The Weeds Act 1959 (7 & 8 Eliz. II c. 54) is a Consolidation Act of the Parliament of the United Kingdom. Section 1(1) states: "Where the Minister of Agriculture, Fisheries and Food (in this Act referred to as " the Minister ") is satisfied that there are injurious weeds to which this Act applies growing upon any land he may serve upon the occupier of the land a notice in writing requiring him, within the time specified in the notice, to take such action as may be necessary to prevent the weeds from spreading." It received Royal Assent on 16 July 1959.

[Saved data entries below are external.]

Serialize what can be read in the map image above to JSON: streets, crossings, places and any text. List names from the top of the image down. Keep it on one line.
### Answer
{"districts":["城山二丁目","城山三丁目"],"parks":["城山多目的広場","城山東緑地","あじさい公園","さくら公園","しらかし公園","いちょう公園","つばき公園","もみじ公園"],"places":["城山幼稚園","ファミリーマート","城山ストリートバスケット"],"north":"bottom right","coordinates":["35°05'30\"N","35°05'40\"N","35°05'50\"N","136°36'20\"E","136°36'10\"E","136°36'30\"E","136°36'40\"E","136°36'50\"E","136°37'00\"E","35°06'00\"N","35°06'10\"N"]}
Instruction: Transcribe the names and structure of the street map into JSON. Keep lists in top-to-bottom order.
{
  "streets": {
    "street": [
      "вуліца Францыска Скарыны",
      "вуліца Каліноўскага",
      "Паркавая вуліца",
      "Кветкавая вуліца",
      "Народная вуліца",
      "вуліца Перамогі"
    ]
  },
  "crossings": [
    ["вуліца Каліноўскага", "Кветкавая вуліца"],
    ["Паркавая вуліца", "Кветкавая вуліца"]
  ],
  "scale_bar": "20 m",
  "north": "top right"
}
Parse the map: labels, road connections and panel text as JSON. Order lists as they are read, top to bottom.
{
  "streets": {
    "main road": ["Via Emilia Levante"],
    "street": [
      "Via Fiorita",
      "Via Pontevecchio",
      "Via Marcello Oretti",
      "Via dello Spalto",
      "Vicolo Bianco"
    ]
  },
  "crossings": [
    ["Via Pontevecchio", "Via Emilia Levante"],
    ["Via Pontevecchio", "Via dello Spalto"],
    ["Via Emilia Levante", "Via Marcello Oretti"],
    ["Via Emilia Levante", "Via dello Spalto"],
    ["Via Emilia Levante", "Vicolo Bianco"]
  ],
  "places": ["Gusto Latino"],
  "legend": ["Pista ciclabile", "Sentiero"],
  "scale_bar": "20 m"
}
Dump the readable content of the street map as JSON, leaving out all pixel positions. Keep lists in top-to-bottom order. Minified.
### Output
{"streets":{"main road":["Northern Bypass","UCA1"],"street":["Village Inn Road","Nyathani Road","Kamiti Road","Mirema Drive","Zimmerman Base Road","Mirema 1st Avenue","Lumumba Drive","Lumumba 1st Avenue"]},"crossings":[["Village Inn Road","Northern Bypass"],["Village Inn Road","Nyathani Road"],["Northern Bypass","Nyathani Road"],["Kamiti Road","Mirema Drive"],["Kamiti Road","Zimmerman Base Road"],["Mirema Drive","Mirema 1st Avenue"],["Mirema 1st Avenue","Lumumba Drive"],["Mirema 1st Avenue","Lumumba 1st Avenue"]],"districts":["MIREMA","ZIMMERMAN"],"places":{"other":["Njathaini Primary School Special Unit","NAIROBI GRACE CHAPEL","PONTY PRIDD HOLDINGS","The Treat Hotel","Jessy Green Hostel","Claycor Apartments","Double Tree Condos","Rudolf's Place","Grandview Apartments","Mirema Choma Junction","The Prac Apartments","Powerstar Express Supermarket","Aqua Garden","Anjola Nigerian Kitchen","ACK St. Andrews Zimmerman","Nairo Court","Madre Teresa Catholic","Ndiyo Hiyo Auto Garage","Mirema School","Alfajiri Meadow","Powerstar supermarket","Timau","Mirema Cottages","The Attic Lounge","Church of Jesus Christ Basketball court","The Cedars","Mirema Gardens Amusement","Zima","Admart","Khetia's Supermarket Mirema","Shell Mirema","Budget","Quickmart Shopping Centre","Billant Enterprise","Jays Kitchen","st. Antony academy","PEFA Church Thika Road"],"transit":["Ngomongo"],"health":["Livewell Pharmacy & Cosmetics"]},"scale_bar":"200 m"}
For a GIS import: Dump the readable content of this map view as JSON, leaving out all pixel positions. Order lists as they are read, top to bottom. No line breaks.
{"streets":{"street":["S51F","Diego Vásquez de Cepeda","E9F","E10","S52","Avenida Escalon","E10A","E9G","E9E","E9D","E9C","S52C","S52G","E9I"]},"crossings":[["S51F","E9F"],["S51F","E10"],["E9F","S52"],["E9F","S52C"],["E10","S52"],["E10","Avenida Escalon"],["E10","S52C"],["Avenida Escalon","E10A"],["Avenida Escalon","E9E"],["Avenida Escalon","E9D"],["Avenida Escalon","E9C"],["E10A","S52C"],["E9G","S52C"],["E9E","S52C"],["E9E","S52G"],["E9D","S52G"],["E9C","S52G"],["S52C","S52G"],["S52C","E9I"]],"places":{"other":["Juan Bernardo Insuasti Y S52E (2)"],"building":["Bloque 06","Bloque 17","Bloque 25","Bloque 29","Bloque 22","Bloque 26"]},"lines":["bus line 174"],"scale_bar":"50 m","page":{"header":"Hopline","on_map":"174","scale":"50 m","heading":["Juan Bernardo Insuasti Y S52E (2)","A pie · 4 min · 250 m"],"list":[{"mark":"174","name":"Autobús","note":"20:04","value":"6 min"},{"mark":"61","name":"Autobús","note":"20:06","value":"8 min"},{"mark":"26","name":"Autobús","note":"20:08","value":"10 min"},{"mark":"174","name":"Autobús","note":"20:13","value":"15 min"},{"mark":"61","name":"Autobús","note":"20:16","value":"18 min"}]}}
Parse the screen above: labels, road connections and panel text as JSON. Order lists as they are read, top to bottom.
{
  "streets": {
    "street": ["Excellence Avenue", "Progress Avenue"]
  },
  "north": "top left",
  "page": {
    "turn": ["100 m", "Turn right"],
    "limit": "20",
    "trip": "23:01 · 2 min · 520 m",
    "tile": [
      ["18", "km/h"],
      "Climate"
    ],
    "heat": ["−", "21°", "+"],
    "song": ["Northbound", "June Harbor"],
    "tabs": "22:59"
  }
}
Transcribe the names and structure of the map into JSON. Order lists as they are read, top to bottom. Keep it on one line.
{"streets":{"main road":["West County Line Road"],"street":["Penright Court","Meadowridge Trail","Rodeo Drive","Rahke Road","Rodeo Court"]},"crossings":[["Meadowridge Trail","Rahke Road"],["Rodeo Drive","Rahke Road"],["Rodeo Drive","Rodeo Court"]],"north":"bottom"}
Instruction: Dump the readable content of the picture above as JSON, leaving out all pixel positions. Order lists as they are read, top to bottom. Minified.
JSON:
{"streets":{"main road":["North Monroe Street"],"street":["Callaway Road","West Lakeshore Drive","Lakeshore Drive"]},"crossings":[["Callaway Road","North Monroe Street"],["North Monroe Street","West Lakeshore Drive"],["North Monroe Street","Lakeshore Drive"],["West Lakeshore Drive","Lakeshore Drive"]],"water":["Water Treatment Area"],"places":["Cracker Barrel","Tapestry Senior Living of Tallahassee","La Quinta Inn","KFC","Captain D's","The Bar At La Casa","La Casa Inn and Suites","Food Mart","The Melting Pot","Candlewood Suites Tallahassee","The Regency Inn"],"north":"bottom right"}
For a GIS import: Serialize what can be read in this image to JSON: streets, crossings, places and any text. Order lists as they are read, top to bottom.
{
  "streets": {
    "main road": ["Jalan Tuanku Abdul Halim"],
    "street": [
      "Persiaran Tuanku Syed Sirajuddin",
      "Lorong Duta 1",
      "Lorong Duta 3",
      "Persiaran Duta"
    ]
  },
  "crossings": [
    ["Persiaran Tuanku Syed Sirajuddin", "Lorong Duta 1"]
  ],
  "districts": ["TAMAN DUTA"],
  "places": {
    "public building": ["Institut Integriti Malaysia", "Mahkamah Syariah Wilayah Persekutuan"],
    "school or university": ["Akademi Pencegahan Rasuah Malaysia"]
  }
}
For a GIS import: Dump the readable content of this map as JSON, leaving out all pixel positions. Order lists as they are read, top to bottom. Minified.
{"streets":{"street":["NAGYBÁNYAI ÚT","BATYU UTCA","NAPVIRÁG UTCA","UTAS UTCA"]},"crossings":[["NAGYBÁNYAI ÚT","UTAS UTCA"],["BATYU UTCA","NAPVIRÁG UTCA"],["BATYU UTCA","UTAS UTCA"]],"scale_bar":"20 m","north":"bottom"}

The Act preserved powers contained in the Corn Production Acts (Repeal) Act 1921 (11 & 12 Geo. 5. c,48), but which were originally inserted into the Corn Production Act 1917 (7 & 8 Geo. V, c. 46) by the Agriculture Act 1920 (10 & 11 Geo. V c. 76).

The Act confers a permissive power, allowing, but not requiring the Minister to make orders (or take any other action).

It does not make controlling the plants listed compulsory for landowners or occupiers. It does not prohibit anyone from growing them, and it does not make possession of any of those plants a criminal offence.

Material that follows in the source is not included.